◆ Problem statement ◆
Look through the material below. Copy each line that contains the string "lines".

*** Dataset records Section Begins ***

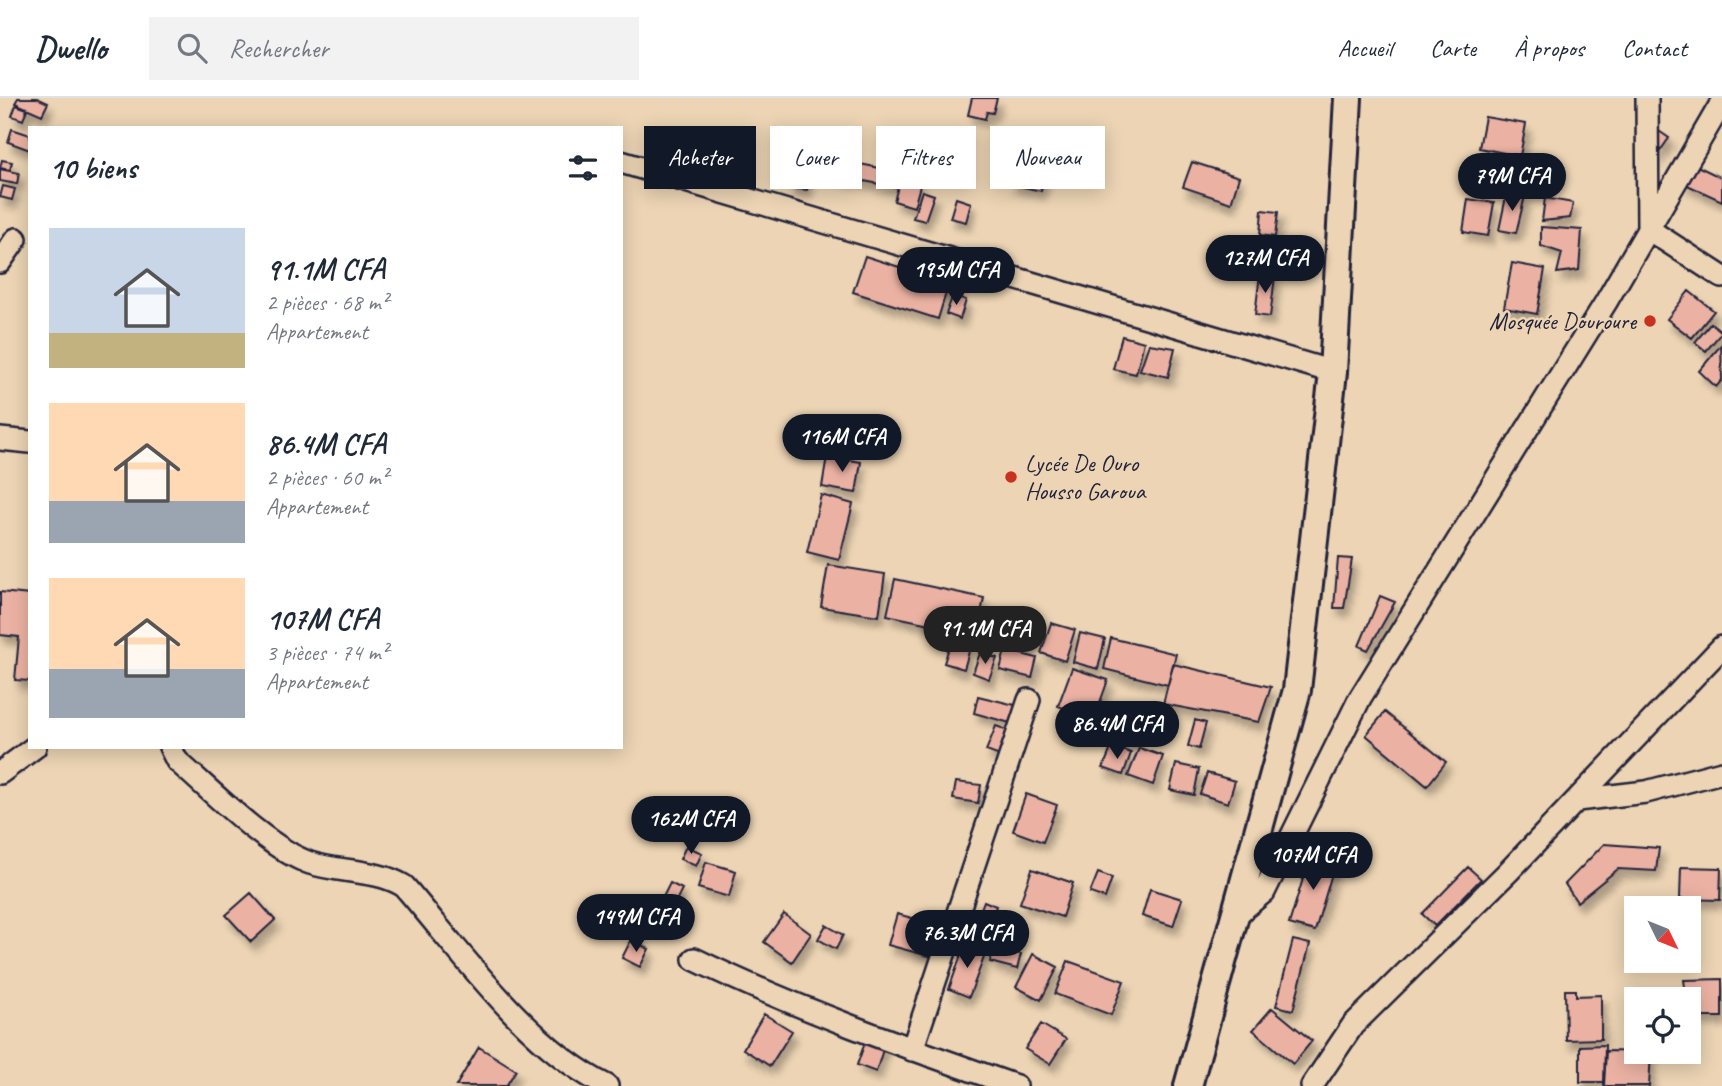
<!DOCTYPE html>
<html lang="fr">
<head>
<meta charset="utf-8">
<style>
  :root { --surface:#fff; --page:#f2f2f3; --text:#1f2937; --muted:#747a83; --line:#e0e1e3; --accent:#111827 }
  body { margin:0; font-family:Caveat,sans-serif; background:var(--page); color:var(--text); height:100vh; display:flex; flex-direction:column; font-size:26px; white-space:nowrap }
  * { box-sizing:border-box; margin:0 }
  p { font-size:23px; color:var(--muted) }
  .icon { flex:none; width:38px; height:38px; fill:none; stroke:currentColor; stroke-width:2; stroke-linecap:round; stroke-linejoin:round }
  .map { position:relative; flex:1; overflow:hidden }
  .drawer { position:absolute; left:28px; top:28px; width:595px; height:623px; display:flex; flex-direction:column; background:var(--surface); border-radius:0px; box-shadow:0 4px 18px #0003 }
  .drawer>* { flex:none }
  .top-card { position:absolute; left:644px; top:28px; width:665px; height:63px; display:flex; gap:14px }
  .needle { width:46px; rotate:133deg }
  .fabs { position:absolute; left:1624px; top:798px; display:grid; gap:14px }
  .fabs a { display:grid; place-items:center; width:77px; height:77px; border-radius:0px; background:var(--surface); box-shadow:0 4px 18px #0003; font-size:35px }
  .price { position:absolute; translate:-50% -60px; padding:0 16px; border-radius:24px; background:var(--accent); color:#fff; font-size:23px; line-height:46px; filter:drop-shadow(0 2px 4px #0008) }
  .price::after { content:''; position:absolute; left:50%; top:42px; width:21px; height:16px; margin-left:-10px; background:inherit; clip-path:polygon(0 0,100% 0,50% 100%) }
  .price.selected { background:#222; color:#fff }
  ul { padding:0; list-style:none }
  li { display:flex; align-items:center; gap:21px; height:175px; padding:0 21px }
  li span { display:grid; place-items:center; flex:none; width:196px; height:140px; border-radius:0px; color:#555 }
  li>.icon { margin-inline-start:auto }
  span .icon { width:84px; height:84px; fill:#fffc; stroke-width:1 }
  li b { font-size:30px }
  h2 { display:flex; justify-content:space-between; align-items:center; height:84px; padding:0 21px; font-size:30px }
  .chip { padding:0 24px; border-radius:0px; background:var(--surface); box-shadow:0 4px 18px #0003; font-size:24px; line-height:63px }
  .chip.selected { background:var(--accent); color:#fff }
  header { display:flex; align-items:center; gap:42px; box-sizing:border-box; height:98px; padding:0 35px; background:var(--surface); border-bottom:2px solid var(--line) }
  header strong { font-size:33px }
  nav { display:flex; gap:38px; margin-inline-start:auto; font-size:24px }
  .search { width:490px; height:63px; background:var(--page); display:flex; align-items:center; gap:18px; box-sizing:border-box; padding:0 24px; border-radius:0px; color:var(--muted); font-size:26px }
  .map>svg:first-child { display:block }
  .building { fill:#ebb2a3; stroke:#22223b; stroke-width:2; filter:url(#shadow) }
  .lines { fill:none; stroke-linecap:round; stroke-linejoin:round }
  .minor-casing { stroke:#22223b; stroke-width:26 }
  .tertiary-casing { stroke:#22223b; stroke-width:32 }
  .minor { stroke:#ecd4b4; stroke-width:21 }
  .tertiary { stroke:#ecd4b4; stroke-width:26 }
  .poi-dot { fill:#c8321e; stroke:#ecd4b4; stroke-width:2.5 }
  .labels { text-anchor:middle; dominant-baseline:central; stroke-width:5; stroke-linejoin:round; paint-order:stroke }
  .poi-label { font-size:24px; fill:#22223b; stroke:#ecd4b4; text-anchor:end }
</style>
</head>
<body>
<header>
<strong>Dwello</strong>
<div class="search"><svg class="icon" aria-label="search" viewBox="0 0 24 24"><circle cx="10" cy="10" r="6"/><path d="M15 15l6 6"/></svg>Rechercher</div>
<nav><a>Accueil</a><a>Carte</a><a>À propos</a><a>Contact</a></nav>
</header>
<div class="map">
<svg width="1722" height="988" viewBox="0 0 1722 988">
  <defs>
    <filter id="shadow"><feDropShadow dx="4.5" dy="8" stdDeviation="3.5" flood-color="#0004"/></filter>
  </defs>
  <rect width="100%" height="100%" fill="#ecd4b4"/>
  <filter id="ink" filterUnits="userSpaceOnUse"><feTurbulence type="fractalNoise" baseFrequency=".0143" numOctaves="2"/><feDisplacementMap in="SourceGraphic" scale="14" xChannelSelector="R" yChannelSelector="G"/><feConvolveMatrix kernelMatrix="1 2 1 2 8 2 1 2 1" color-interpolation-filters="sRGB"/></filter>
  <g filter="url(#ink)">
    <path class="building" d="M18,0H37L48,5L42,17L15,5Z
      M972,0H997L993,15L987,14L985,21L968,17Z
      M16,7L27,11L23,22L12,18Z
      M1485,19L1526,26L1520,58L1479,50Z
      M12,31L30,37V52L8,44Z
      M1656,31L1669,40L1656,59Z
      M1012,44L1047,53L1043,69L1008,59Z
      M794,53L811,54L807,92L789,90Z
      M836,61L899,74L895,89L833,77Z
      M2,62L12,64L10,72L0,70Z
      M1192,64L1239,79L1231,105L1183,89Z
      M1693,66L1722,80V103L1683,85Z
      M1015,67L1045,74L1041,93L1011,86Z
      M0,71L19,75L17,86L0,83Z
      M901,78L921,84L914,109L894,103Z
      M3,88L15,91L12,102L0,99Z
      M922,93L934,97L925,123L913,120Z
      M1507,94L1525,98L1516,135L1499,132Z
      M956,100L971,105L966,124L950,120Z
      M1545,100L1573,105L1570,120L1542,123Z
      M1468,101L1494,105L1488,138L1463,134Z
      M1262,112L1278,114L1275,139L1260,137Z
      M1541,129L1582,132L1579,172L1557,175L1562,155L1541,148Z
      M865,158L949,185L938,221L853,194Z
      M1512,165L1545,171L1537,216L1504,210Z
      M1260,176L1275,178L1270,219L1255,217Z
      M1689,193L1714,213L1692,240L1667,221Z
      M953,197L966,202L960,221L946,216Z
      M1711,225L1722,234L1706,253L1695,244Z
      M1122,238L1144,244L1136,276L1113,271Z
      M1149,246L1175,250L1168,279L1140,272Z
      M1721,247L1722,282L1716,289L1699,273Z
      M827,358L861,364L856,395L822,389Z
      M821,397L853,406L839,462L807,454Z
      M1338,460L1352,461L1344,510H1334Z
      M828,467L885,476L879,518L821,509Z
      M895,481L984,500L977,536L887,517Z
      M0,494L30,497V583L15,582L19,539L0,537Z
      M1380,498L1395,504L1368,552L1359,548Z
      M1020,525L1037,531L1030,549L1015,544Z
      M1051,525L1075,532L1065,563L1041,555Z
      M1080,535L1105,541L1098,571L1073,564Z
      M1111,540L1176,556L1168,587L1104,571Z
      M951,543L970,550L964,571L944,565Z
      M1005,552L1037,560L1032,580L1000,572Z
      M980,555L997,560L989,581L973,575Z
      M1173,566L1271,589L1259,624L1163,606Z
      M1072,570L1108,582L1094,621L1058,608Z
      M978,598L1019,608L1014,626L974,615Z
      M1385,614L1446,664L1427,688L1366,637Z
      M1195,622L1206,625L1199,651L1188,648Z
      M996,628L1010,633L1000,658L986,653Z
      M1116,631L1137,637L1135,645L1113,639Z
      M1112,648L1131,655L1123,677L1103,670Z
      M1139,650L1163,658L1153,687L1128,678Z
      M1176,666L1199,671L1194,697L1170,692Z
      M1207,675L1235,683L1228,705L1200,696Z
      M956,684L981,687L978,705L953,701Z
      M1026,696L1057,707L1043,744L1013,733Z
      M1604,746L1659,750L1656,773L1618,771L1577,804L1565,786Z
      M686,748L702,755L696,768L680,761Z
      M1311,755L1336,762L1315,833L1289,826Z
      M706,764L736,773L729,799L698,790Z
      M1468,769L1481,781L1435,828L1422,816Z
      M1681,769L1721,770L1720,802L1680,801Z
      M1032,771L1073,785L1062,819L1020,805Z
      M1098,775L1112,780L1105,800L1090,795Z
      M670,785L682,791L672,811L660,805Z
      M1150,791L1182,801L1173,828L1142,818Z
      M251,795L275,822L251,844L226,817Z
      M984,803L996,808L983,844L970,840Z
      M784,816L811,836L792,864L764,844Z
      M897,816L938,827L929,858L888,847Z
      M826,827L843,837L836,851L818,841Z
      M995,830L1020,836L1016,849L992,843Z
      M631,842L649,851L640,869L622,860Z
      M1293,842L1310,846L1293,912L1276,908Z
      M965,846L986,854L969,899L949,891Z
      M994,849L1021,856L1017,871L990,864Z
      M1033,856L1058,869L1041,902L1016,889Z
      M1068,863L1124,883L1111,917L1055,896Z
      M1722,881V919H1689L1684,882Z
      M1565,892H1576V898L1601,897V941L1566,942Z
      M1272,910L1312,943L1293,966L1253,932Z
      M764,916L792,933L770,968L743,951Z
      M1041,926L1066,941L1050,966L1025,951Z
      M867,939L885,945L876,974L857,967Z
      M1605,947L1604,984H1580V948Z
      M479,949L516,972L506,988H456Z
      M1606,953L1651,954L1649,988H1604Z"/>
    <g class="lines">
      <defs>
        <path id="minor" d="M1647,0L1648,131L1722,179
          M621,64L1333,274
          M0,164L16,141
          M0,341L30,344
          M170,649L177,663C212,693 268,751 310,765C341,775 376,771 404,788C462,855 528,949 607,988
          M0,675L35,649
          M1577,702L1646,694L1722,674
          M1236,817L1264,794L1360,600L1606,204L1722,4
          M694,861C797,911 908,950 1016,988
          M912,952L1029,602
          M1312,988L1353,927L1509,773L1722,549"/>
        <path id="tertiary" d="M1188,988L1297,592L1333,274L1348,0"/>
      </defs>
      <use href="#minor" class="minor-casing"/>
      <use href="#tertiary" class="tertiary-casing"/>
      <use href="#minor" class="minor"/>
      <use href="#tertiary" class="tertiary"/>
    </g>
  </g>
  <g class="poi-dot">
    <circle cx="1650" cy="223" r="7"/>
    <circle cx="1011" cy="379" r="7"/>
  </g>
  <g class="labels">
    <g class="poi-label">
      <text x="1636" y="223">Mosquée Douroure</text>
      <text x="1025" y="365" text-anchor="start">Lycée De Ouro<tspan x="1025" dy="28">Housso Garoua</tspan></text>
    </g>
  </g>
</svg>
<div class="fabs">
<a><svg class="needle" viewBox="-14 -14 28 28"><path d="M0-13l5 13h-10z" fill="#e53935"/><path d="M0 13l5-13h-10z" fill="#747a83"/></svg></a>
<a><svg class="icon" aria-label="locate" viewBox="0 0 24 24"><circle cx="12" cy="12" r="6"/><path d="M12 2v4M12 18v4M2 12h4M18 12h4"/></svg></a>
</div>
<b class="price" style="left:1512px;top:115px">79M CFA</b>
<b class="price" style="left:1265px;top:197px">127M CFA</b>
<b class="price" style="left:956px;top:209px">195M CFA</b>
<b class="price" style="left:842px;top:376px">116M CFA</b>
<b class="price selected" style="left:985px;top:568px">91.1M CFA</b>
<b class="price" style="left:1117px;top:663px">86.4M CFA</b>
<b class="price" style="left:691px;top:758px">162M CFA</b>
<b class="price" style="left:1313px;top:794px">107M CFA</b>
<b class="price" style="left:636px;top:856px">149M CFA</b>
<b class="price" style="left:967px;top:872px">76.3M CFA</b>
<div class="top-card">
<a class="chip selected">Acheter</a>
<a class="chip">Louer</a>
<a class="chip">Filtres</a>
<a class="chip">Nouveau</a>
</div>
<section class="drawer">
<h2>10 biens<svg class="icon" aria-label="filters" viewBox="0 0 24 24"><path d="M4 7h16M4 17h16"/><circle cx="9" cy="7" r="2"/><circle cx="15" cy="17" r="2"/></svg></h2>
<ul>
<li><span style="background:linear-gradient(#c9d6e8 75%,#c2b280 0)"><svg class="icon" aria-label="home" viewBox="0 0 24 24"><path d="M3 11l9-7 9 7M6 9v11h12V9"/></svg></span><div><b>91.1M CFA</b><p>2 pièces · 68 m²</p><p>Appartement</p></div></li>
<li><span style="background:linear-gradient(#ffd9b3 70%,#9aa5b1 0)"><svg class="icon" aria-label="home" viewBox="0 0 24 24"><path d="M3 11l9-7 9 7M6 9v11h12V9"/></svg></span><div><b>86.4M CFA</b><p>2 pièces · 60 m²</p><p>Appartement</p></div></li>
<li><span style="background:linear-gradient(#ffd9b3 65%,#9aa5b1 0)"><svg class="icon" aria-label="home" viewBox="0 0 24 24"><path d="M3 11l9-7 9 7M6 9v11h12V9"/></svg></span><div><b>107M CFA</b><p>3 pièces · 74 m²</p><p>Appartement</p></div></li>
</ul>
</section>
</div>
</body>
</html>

*** Dataset records Section Ends ***
*** Dataset records Section Begins ***

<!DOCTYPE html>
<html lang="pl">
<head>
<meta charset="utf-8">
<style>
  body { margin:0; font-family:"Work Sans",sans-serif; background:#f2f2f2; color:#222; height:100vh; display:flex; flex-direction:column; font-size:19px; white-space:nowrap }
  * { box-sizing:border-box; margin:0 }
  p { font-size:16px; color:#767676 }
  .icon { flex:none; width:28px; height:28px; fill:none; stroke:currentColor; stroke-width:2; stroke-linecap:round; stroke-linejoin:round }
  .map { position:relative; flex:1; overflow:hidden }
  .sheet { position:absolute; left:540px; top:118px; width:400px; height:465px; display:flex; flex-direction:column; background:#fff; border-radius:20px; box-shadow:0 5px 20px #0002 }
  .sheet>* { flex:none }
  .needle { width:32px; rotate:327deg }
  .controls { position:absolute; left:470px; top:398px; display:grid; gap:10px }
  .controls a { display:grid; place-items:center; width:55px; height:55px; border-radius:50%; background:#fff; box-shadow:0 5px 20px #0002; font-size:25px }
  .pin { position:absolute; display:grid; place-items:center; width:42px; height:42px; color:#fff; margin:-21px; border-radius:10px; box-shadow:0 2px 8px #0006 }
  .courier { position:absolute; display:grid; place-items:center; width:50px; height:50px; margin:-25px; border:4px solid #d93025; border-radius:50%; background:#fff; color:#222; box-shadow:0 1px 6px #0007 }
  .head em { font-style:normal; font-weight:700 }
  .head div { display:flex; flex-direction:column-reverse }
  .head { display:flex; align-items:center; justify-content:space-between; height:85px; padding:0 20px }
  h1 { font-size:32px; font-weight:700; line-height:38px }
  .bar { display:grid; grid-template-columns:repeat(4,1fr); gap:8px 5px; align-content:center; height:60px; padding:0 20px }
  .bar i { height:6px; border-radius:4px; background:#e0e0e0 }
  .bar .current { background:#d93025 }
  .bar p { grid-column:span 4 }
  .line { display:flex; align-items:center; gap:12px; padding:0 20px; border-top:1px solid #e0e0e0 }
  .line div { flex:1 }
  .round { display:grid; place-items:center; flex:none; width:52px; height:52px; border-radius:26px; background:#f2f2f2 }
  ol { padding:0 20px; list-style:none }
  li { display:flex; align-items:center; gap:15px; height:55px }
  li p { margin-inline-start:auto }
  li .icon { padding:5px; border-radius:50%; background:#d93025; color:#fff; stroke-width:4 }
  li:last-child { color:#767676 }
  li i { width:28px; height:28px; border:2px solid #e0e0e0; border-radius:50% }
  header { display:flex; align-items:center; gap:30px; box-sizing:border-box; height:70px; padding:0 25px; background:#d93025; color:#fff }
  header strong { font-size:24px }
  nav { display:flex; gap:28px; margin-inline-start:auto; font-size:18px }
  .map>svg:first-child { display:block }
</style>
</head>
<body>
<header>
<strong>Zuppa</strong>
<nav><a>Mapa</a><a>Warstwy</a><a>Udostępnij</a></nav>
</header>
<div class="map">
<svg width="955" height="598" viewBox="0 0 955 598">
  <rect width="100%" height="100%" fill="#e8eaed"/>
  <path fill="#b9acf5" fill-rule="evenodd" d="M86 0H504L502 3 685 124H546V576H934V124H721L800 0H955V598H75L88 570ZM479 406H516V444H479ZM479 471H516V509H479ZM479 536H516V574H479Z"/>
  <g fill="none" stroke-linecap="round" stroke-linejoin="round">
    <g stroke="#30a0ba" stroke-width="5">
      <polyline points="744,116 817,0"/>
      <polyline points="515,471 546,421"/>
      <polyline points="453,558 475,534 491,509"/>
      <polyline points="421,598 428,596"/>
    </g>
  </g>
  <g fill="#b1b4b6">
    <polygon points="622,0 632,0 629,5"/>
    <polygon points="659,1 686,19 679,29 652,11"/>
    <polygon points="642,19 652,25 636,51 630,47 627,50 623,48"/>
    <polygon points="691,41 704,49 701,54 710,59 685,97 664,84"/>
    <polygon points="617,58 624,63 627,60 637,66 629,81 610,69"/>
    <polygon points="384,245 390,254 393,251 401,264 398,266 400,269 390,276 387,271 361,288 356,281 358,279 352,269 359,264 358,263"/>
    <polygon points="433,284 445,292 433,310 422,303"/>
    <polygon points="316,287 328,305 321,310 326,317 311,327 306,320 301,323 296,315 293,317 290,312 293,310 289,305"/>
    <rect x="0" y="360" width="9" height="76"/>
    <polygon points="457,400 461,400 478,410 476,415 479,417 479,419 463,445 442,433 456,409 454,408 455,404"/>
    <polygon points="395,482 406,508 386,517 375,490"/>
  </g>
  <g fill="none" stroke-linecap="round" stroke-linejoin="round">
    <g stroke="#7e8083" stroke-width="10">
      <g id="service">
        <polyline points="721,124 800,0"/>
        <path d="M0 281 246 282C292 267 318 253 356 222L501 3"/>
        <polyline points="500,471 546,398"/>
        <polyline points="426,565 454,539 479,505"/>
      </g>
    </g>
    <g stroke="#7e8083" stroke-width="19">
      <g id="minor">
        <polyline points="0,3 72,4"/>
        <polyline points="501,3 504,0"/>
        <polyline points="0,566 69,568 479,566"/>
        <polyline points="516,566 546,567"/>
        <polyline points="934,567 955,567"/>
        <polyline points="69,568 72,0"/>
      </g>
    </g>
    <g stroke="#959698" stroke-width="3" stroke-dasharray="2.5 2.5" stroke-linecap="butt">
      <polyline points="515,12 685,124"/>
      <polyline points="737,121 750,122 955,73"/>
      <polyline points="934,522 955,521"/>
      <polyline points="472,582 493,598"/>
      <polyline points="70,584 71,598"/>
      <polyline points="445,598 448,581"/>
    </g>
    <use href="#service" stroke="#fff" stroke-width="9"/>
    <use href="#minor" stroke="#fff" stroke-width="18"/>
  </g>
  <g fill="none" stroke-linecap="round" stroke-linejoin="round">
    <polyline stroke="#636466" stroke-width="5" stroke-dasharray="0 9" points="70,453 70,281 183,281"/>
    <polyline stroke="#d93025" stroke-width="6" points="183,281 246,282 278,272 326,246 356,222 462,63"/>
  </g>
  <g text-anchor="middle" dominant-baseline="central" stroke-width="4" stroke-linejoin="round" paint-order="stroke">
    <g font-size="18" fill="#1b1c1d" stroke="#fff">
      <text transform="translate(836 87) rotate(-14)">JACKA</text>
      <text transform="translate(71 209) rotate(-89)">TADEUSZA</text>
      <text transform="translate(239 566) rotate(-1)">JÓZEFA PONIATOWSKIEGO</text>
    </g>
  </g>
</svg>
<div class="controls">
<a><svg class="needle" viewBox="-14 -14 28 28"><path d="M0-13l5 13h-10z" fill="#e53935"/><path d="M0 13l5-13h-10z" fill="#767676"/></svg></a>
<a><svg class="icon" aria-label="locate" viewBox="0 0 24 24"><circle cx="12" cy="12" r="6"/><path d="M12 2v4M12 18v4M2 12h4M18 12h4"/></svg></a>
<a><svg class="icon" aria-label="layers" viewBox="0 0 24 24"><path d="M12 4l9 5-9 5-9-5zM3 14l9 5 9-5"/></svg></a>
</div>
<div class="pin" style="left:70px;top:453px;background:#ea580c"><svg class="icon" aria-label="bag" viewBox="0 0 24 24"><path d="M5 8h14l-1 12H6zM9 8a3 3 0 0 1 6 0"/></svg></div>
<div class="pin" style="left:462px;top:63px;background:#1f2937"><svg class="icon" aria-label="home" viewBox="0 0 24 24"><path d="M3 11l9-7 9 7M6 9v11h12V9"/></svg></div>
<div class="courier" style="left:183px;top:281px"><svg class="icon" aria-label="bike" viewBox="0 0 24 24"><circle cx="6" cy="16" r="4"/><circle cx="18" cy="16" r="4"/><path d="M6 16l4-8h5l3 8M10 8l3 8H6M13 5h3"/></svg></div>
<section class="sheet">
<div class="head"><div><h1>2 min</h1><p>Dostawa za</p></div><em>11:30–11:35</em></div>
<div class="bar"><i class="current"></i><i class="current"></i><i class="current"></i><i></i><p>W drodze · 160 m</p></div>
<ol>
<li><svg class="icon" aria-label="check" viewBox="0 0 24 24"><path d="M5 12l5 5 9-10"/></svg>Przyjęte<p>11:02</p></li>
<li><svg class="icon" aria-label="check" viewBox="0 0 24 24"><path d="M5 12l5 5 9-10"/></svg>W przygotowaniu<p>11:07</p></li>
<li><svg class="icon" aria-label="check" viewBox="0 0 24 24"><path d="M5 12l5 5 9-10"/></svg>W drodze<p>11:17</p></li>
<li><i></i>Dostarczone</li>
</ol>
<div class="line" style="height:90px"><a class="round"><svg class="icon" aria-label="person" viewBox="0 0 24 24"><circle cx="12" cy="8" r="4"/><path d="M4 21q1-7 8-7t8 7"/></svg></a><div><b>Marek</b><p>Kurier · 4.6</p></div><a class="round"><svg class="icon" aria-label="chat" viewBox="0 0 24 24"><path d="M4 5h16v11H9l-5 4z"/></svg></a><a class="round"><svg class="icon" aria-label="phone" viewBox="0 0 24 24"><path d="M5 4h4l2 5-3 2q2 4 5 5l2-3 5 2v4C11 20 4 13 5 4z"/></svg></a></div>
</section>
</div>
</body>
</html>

*** Dataset records Section Ends ***

◆ Written reply ◆
  .lines { fill:none; stroke-linecap:round; stroke-linejoin:round }
    <g class="lines">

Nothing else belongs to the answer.